Everything in the listing should be restated word for word.

## Provided data
--------------------------------------------------

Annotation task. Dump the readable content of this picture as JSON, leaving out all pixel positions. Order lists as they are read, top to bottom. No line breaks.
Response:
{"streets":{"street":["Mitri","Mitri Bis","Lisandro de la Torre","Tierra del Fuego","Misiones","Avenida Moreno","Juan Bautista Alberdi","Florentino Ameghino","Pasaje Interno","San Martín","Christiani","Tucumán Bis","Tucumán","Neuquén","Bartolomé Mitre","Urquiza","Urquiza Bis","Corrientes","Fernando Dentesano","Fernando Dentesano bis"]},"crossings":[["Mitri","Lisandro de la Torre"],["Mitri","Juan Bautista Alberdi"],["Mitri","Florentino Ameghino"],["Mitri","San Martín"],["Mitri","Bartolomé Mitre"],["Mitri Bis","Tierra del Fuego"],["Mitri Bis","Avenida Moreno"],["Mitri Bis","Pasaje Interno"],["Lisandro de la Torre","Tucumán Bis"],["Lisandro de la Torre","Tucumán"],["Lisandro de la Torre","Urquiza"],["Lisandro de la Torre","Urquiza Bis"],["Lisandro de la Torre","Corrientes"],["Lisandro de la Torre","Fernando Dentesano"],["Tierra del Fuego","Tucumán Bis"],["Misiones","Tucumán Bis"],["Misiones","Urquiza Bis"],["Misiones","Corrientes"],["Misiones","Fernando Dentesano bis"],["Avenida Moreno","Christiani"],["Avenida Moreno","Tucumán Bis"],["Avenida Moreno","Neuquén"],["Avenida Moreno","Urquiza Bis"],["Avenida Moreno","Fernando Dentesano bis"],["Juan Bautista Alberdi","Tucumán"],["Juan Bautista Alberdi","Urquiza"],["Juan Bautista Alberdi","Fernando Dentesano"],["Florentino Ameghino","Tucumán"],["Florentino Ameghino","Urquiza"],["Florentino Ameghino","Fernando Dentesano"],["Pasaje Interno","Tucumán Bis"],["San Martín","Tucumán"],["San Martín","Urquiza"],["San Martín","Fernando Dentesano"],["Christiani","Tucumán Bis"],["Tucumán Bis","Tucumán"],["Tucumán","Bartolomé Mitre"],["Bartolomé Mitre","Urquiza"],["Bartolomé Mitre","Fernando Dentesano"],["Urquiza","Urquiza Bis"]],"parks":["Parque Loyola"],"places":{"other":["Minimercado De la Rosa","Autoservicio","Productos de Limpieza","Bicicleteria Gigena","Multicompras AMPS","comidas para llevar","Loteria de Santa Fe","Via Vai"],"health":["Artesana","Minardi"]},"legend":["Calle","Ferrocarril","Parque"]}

--------------------------------------------------

## Answer to this task
Annotation task. Dump the readable content of this picture as JSON, leaving out all pixel positions. Order lists as they are read, top to bottom. No line breaks.
Response:
{"streets":{"street":["Mitri","Mitri Bis","Lisandro de la Torre","Tierra del Fuego","Misiones","Avenida Moreno","Juan Bautista Alberdi","Florentino Ameghino","Pasaje Interno","San Martín","Christiani","Tucumán Bis","Tucumán","Neuquén","Bartolomé Mitre","Urquiza","Urquiza Bis","Corrientes","Fernando Dentesano","Fernando Dentesano bis"]},"crossings":[["Mitri","Lisandro de la Torre"],["Mitri","Juan Bautista Alberdi"],["Mitri","Florentino Ameghino"],["Mitri","San Martín"],["Mitri","Bartolomé Mitre"],["Mitri Bis","Tierra del Fuego"],["Mitri Bis","Avenida Moreno"],["Mitri Bis","Pasaje Interno"],["Lisandro de la Torre","Tucumán Bis"],["Lisandro de la Torre","Tucumán"],["Lisandro de la Torre","Urquiza"],["Lisandro de la Torre","Urquiza Bis"],["Lisandro de la Torre","Corrientes"],["Lisandro de la Torre","Fernando Dentesano"],["Tierra del Fuego","Tucumán Bis"],["Misiones","Tucumán Bis"],["Misiones","Urquiza Bis"],["Misiones","Corrientes"],["Misiones","Fernando Dentesano bis"],["Avenida Moreno","Christiani"],["Avenida Moreno","Tucumán Bis"],["Avenida Moreno","Neuquén"],["Avenida Moreno","Urquiza Bis"],["Avenida Moreno","Fernando Dentesano bis"],["Juan Bautista Alberdi","Tucumán"],["Juan Bautista Alberdi","Urquiza"],["Juan Bautista Alberdi","Fernando Dentesano"],["Florentino Ameghino","Tucumán"],["Florentino Ameghino","Urquiza"],["Florentino Ameghino","Fernando Dentesano"],["Pasaje Interno","Tucumán Bis"],["San Martín","Tucumán"],["San Martín","Urquiza"],["San Martín","Fernando Dentesano"],["Christiani","Tucumán Bis"],["Tucumán Bis","Tucumán"],["Tucumán","Bartolomé Mitre"],["Bartolomé Mitre","Urquiza"],["Bartolomé Mitre","Fernando Dentesano"],["Urquiza","Urquiza Bis"]],"parks":["Parque Loyola"],"places":{"other":["Minimercado De la Rosa","Autoservicio","Productos de Limpieza","Bicicleteria Gigena","Multicompras AMPS","comidas para llevar","Loteria de Santa Fe","Via Vai"],"health":["Artesana","Minardi"]},"legend":["Calle","Ferrocarril","Parque"]}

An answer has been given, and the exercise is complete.